How NC State's halftime defensive adjustments have been key the past two weeks

NC State’s defense opened the 2025 season on a roll. In the season opener, it forced four straight East Carolina three-and-outs, which allowed the Wolfpack offense to quickly build a 17-0 lead as it took momentum from complementary football. But ever since that fast start, NC State’s defense has been unable to find that same early-game rhythm. While the Wolfpack is 3-0, its defense has spotted Virginia and Wake Forest multi-score leads, which required a pair of comeback efforts to emerge with victories. Even though the Pack has overcome back-to-back deficits of 7 or more points in the past two weeks — the first such feat for the program since 2014 — NC State’s defense has looked like a totally different unit across the final 30 minutes of each of the last two victories.

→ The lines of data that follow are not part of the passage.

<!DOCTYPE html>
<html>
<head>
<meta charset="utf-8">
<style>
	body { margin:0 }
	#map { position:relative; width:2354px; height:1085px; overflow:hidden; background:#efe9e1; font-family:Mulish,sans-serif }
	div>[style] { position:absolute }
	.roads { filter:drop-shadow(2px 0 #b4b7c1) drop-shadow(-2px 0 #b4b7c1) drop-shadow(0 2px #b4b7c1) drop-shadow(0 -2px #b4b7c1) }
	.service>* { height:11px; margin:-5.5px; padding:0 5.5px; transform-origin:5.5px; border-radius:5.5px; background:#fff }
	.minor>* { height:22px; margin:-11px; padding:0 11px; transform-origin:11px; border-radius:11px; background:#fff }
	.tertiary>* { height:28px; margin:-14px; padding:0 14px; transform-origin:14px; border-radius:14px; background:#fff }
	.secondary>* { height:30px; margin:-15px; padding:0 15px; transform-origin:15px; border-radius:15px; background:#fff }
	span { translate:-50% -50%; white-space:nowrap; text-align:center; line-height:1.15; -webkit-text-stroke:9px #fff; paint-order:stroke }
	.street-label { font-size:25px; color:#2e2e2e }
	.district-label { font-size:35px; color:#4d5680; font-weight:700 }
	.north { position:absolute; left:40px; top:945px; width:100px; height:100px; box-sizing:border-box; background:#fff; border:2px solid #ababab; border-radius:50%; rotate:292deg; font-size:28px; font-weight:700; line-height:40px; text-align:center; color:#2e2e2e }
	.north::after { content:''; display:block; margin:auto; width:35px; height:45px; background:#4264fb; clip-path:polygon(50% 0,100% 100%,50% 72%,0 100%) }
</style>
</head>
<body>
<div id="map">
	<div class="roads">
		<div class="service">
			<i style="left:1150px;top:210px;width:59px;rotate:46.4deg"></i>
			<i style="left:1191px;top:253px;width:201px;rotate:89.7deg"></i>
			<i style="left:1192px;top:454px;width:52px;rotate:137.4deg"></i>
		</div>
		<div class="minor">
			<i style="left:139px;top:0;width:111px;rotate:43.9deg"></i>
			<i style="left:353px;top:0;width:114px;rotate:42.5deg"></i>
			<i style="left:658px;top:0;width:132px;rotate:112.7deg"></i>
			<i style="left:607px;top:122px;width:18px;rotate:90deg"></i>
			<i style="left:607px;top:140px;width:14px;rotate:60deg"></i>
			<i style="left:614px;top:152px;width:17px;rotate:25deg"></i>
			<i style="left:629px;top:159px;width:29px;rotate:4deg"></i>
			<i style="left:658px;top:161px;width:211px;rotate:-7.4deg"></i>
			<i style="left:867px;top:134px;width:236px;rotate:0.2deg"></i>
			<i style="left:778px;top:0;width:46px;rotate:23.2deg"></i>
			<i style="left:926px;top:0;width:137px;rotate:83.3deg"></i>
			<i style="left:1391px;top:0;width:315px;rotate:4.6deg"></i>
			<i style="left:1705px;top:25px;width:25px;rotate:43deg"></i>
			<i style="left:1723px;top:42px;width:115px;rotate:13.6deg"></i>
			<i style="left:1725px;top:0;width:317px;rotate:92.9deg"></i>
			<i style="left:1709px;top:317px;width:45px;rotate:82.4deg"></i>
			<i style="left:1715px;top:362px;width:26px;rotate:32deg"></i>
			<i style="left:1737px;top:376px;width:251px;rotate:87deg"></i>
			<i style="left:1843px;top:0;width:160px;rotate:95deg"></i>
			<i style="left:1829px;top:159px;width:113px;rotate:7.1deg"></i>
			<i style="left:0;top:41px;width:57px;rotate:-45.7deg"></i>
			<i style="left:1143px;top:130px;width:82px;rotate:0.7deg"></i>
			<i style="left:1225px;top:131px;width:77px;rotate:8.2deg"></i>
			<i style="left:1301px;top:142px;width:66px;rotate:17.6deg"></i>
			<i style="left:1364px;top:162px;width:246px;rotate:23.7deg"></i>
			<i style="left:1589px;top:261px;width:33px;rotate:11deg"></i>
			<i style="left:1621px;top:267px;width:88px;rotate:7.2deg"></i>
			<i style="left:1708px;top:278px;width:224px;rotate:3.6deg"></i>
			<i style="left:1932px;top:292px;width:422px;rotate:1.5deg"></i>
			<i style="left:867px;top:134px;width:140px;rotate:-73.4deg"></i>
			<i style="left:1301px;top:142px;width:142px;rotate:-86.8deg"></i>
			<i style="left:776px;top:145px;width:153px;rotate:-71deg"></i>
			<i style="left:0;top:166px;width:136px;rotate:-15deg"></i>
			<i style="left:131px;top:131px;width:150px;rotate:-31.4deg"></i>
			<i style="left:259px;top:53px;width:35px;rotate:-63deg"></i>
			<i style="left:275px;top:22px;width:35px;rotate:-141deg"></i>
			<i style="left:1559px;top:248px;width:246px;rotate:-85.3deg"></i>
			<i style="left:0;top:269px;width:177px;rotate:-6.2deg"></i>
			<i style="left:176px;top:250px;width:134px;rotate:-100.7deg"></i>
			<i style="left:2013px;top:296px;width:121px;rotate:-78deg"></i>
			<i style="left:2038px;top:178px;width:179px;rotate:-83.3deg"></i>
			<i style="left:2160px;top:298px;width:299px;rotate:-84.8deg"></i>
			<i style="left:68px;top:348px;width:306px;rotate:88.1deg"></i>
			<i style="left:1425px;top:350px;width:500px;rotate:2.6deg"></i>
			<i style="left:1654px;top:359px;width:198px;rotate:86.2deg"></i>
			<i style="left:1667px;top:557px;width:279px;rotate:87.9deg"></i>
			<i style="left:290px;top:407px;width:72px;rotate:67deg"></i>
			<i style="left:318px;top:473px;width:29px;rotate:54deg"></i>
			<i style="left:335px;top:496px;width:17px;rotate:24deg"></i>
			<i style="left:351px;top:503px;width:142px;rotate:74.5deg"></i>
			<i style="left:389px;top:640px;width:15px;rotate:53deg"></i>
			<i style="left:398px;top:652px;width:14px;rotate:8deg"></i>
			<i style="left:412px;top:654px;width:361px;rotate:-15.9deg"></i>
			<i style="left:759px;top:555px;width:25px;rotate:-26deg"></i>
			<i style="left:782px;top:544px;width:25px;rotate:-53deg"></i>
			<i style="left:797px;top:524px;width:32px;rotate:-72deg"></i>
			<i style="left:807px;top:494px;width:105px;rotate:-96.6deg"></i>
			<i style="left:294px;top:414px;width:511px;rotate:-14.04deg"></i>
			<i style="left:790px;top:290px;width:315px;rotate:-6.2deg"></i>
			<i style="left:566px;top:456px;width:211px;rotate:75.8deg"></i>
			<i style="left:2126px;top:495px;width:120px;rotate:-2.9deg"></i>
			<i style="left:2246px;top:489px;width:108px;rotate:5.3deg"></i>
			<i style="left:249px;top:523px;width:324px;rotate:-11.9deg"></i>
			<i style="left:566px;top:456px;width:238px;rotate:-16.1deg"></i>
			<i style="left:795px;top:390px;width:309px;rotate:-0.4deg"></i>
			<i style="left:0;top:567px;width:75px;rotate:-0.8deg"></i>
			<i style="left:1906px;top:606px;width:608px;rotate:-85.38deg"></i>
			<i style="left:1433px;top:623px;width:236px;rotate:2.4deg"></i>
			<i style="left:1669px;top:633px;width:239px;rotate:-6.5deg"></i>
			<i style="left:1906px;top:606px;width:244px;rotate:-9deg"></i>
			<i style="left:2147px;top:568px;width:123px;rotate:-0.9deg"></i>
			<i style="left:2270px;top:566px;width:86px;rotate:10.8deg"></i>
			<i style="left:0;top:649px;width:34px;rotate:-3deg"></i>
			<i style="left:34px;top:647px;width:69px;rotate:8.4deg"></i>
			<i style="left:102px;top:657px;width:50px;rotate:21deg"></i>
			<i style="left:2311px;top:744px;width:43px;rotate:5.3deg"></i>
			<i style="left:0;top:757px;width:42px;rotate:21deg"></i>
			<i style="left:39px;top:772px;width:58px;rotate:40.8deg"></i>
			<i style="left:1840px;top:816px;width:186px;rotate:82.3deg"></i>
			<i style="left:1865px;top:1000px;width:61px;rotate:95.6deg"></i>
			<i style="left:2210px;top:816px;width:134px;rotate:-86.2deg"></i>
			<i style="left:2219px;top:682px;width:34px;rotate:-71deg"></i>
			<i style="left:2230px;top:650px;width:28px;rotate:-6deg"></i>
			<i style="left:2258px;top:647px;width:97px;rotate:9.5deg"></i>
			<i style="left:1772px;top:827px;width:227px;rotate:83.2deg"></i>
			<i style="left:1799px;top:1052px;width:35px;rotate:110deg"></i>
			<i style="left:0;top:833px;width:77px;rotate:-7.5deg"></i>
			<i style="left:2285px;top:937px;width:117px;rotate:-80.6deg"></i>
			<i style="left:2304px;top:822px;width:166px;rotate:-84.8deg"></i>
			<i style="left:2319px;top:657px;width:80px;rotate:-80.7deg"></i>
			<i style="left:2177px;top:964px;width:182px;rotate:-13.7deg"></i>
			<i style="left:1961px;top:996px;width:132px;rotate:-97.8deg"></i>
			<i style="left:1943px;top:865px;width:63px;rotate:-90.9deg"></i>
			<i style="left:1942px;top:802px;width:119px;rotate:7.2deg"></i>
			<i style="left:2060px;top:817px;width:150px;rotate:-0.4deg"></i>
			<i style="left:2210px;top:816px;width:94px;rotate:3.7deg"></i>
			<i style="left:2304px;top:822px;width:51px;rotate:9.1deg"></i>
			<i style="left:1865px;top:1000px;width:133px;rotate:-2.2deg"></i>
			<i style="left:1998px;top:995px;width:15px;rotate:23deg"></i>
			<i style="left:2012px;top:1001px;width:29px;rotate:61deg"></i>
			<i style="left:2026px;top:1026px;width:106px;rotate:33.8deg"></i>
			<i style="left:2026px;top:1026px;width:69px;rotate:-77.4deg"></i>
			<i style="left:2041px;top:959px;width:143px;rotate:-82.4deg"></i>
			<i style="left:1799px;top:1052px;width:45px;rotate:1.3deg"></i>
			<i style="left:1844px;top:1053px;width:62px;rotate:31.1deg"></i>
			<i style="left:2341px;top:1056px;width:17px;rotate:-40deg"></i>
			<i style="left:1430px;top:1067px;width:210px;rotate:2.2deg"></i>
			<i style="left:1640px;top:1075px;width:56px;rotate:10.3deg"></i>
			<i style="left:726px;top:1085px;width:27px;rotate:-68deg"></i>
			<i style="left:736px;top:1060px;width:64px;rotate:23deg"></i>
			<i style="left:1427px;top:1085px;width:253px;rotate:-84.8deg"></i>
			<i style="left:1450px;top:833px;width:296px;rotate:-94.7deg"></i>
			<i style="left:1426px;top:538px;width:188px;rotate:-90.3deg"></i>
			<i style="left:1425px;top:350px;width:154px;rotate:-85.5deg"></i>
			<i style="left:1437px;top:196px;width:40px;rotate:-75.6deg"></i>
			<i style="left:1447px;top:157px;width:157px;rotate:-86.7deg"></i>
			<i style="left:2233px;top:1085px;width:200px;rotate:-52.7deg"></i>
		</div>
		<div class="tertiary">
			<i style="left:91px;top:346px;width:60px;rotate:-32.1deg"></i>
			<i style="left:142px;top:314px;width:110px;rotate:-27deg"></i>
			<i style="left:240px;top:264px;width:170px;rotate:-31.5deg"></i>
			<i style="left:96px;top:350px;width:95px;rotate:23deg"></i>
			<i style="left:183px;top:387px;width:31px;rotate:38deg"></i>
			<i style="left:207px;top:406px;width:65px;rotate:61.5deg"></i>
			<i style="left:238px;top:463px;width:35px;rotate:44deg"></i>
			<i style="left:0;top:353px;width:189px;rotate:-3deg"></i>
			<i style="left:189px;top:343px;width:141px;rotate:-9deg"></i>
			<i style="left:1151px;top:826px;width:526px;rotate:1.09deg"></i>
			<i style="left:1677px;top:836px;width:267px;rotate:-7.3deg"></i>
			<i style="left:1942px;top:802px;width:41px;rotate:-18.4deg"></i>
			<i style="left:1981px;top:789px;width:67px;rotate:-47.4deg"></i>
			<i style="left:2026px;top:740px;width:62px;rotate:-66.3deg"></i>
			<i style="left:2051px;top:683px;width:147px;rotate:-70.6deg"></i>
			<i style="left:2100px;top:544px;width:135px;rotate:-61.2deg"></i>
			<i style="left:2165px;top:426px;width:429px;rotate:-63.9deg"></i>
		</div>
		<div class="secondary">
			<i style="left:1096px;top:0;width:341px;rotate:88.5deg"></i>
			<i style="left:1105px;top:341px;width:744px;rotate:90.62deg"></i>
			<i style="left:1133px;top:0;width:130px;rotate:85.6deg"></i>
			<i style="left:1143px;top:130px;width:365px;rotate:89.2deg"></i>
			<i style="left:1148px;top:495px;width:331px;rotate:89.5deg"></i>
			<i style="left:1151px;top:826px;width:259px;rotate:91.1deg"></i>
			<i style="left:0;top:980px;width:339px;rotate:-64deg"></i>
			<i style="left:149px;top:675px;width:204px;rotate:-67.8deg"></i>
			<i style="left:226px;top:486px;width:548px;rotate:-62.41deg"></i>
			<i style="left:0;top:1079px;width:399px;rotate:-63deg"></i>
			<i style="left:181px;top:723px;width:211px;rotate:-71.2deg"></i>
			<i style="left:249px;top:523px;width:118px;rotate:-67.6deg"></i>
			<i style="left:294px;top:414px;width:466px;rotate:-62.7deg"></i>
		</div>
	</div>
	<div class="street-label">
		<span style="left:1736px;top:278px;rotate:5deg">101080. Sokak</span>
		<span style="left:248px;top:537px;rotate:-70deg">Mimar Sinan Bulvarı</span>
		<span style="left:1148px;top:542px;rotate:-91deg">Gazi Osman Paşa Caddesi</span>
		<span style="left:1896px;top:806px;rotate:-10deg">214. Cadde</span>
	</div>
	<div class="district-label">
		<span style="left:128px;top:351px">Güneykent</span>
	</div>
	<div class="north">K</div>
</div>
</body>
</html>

It was evident in Week 2 against Virginia, a game that the Wolfpack trailed by 10 at the half before outsourcing the Cavaliers 21-7 in the third quarter to earn a 4-point win. And it reappeared at Wake Forest last Thursday night as the Pack fell behind by two touchdowns in the first quarter before pitching a second-half shutout to leave Winston-Salem with a 10-point victory. The trend between the last two slow starts, which featured a pair of teams that utilized new starting quarterbacks with a significant amount of new faces around them, was an easy one for NC State coach Dave Doeren to point out. “It was bad football.” Doeren said with a matter-of-fact tone. “That was the trend. We weren’t playing aggressive. It’s not about blitzing, it’s about getting your feet in the ground, getting off, playing with technique, trusting what you see.”